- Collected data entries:
┄┄┄┄┄┄
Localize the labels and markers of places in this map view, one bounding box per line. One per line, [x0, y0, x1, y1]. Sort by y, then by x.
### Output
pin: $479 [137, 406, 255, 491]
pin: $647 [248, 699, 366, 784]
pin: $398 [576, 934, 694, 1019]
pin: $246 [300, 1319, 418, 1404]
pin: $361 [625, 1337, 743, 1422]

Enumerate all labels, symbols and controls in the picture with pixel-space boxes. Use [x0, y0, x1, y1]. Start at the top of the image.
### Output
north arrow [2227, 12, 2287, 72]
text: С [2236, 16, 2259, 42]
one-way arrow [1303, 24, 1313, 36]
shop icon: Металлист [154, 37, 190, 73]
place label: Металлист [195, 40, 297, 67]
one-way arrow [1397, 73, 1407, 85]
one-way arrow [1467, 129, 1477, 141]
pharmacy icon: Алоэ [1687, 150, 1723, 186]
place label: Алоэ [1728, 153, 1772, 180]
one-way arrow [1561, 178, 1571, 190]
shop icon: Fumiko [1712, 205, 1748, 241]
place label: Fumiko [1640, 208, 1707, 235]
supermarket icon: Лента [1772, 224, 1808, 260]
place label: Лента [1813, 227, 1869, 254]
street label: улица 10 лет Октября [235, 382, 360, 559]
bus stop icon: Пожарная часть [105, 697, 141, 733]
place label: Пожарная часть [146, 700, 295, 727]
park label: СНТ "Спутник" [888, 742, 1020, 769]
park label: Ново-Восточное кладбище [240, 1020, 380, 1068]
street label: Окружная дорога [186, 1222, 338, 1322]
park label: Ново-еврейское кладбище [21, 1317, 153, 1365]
┄┄┄┄┄┄
- The task: All the records above need to be output exactly, with none omitted.

- Output:
Localize the labels and markers of places in this map view, one bounding box per line. One per line, [x0, y0, x1, y1]. Sort by y, then by x.
### Output
pin: $479 [137, 406, 255, 491]
pin: $647 [248, 699, 366, 784]
pin: $398 [576, 934, 694, 1019]
pin: $246 [300, 1319, 418, 1404]
pin: $361 [625, 1337, 743, 1422]

Enumerate all labels, symbols and controls in the picture with pixel-space boxes. Use [x0, y0, x1, y1]. Start at the top of the image.
### Output
north arrow [2227, 12, 2287, 72]
text: С [2236, 16, 2259, 42]
one-way arrow [1303, 24, 1313, 36]
shop icon: Металлист [154, 37, 190, 73]
place label: Металлист [195, 40, 297, 67]
one-way arrow [1397, 73, 1407, 85]
one-way arrow [1467, 129, 1477, 141]
pharmacy icon: Алоэ [1687, 150, 1723, 186]
place label: Алоэ [1728, 153, 1772, 180]
one-way arrow [1561, 178, 1571, 190]
shop icon: Fumiko [1712, 205, 1748, 241]
place label: Fumiko [1640, 208, 1707, 235]
supermarket icon: Лента [1772, 224, 1808, 260]
place label: Лента [1813, 227, 1869, 254]
street label: улица 10 лет Октября [235, 382, 360, 559]
bus stop icon: Пожарная часть [105, 697, 141, 733]
place label: Пожарная часть [146, 700, 295, 727]
park label: СНТ "Спутник" [888, 742, 1020, 769]
park label: Ново-Восточное кладбище [240, 1020, 380, 1068]
street label: Окружная дорога [186, 1222, 338, 1322]
park label: Ново-еврейское кладбище [21, 1317, 153, 1365]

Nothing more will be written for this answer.